** Opening RECORDS SHOWN block **
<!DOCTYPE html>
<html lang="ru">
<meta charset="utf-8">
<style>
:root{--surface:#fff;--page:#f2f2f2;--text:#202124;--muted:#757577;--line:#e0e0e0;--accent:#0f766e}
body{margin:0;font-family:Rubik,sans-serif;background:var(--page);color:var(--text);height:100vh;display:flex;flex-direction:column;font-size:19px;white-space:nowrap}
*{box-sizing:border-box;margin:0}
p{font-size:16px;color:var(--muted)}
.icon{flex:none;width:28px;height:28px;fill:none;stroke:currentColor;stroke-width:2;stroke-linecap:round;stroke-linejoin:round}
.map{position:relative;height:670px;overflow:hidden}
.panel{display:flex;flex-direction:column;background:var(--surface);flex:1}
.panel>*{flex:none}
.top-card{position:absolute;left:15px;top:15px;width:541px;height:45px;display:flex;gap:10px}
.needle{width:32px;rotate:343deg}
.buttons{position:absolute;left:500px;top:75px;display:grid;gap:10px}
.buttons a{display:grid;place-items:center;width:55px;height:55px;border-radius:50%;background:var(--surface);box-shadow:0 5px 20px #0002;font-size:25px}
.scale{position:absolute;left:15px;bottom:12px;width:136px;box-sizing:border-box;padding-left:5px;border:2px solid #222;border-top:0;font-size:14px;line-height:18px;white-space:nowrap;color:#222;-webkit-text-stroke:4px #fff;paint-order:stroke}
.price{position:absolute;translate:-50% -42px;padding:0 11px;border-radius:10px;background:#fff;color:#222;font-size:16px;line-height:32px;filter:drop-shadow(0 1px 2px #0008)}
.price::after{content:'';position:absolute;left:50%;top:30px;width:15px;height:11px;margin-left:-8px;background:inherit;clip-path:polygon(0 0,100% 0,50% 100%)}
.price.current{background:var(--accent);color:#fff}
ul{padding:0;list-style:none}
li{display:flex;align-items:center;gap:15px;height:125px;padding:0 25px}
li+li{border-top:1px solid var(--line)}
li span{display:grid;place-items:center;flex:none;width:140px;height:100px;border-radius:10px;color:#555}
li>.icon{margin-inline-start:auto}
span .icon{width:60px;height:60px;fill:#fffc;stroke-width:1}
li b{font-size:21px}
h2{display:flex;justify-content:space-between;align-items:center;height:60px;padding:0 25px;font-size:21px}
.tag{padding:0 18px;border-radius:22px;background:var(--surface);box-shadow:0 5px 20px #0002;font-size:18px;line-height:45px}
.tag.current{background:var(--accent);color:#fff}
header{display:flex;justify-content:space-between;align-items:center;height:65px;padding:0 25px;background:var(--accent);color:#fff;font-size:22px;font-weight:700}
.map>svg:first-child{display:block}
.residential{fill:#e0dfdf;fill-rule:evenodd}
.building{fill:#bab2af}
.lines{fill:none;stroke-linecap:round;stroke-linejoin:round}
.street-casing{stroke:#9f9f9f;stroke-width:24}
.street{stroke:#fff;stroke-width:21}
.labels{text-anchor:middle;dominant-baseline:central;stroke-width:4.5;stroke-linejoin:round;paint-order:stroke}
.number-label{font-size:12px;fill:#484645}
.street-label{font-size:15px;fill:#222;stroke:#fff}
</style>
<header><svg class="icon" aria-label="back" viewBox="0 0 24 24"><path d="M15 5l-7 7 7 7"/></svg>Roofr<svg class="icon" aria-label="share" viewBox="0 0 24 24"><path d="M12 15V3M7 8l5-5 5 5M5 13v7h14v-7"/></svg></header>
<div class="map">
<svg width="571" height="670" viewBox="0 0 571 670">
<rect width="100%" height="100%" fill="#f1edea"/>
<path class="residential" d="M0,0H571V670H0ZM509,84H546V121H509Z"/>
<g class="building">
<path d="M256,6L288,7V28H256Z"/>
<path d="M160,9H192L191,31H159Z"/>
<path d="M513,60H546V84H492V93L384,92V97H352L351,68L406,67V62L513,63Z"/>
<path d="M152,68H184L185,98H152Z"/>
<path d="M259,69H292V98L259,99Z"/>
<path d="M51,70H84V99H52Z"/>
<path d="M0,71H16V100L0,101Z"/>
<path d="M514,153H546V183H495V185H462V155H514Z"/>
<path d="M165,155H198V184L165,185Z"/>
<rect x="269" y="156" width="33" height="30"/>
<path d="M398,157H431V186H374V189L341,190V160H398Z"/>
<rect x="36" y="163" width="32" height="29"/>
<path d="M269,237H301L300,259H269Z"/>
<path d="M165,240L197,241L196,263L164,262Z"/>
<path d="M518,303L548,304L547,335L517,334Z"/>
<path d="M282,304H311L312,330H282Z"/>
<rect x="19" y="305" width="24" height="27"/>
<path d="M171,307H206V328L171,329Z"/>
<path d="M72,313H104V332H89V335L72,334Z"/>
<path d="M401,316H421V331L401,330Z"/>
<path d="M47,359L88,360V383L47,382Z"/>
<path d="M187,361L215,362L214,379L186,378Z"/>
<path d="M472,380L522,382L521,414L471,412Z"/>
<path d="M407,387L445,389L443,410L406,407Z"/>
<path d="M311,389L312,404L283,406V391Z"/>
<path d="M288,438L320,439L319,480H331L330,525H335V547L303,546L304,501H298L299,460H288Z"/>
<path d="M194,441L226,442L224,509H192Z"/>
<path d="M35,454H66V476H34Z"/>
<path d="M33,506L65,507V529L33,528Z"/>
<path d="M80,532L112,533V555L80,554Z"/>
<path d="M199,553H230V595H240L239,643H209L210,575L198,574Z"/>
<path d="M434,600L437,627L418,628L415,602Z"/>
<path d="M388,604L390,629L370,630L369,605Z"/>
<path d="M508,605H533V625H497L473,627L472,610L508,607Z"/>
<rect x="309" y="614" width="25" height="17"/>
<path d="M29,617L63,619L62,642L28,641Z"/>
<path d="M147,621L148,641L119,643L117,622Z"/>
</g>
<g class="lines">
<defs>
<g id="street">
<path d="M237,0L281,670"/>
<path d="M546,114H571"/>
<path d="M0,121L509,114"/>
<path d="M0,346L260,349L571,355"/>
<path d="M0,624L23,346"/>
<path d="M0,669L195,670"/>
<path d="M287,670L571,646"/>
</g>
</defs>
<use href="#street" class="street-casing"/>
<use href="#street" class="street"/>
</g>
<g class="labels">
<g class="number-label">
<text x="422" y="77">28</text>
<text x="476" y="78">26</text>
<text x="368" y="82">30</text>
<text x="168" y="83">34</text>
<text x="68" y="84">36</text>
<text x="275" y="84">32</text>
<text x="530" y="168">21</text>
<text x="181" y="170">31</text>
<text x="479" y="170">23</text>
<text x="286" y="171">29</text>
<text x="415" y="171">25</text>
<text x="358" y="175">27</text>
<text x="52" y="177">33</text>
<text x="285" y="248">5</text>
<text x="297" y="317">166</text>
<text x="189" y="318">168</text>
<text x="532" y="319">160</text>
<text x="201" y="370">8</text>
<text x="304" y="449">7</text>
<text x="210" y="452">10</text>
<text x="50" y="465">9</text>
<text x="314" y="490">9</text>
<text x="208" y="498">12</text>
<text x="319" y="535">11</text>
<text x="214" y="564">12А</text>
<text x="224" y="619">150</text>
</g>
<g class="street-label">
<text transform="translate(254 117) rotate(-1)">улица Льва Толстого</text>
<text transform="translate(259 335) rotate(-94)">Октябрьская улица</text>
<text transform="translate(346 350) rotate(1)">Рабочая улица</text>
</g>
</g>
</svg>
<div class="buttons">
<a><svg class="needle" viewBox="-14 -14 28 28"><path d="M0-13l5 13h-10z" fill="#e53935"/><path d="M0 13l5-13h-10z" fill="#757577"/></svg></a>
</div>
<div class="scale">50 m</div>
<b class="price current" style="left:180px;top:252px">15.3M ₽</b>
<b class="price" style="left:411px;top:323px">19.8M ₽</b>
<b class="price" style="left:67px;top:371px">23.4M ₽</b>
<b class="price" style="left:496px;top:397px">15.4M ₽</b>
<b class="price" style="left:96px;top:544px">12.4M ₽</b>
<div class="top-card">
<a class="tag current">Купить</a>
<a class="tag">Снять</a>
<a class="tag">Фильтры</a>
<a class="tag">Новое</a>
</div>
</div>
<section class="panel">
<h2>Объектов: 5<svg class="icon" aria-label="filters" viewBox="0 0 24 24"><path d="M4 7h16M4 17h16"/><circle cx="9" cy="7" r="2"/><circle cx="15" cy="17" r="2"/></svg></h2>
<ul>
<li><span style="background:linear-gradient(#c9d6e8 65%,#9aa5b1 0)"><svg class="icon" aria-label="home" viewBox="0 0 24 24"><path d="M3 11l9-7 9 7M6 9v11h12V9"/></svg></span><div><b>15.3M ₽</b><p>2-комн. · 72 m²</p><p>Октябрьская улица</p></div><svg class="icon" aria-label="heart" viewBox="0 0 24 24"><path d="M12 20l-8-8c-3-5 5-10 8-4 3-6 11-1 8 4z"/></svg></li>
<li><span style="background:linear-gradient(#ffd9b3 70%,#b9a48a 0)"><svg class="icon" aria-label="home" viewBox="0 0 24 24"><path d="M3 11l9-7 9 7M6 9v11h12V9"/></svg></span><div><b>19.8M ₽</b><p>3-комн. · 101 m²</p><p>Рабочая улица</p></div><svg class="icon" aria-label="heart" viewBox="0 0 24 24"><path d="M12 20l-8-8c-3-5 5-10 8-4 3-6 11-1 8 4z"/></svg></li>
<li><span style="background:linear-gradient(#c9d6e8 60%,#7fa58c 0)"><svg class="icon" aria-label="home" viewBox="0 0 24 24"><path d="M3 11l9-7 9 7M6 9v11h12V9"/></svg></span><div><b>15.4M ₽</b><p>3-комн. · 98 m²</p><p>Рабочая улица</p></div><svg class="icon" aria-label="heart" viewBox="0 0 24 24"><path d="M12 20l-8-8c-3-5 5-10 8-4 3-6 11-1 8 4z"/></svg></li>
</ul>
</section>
** Closing RECORDS SHOWN block **
## [WHAT THIS TASK INVOLVES]
All lines of the material that contain the word "position" should be listed.

## [ANSWER TO THIS TASK]
.map{position:relative;height:670px;overflow:hidden}
.top-card{position:absolute;left:15px;top:15px;width:541px;height:45px;display:flex;gap:10px}
.buttons{position:absolute;left:500px;top:75px;display:grid;gap:10px}
.scale{position:absolute;left:15px;bottom:12px;width:136px;box-sizing:border-box;padding-left:5px;border:2px solid #222;border-top:0;font-size:14px;line-height:18px;white-space:nowrap;color:#222;-webkit-text-stroke:4px #fff;paint-order:stroke}
.price{position:absolute;translate:-50% -42px;padding:0 11px;border-radius:10px;background:#fff;color:#222;font-size:16px;line-height:32px;filter:drop-shadow(0 1px 2px #0008)}
.price::after{content:'';position:absolute;left:50%;top:30px;width:15px;height:11px;margin-left:-8px;background:inherit;clip-path:polygon(0 0,100% 0,50% 100%)}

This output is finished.